[Records from a data source]
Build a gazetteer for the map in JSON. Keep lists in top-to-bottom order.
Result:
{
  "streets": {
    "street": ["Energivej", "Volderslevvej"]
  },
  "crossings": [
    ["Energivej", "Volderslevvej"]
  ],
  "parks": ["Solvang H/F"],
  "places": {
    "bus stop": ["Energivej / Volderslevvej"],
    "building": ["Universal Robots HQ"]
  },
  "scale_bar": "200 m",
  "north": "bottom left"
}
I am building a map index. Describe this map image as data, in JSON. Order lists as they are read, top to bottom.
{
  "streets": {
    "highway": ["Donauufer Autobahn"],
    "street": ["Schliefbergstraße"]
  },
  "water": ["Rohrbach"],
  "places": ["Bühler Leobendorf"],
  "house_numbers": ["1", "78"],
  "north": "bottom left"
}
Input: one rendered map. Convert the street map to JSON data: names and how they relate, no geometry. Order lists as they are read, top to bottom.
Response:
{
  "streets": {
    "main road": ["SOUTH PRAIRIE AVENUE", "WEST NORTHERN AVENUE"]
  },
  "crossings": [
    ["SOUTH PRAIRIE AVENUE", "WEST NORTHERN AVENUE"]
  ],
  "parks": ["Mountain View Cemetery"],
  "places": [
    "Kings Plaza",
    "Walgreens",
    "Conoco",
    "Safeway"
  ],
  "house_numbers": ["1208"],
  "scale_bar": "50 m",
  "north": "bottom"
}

*TASK BRIEF*. Quote the data in full, keeping each word unchanged.

*ANSWER TO THIS TASK*.
Build a gazetteer for the map in JSON. Keep lists in top-to-bottom order.
Result:
{
  "streets": {
    "street": ["Energivej", "Volderslevvej"]
  },
  "crossings": [
    ["Energivej", "Volderslevvej"]
  ],
  "parks": ["Solvang H/F"],
  "places": {
    "bus stop": ["Energivej / Volderslevvej"],
    "building": ["Universal Robots HQ"]
  },
  "scale_bar": "200 m",
  "north": "bottom left"
}
I am building a map index. Describe this map image as data, in JSON. Order lists as they are read, top to bottom.
{
  "streets": {
    "highway": ["Donauufer Autobahn"],
    "street": ["Schliefbergstraße"]
  },
  "water": ["Rohrbach"],
  "places": ["Bühler Leobendorf"],
  "house_numbers": ["1", "78"],
  "north": "bottom left"
}
Input: one rendered map. Convert the street map to JSON data: names and how they relate, no geometry. Order lists as they are read, top to bottom.
Response:
{
  "streets": {
    "main road": ["SOUTH PRAIRIE AVENUE", "WEST NORTHERN AVENUE"]
  },
  "crossings": [
    ["SOUTH PRAIRIE AVENUE", "WEST NORTHERN AVENUE"]
  ],
  "parks": ["Mountain View Cemetery"],
  "places": [
    "Kings Plaza",
    "Walgreens",
    "Conoco",
    "Safeway"
  ],
  "house_numbers": ["1208"],
  "scale_bar": "50 m",
  "north": "bottom"
}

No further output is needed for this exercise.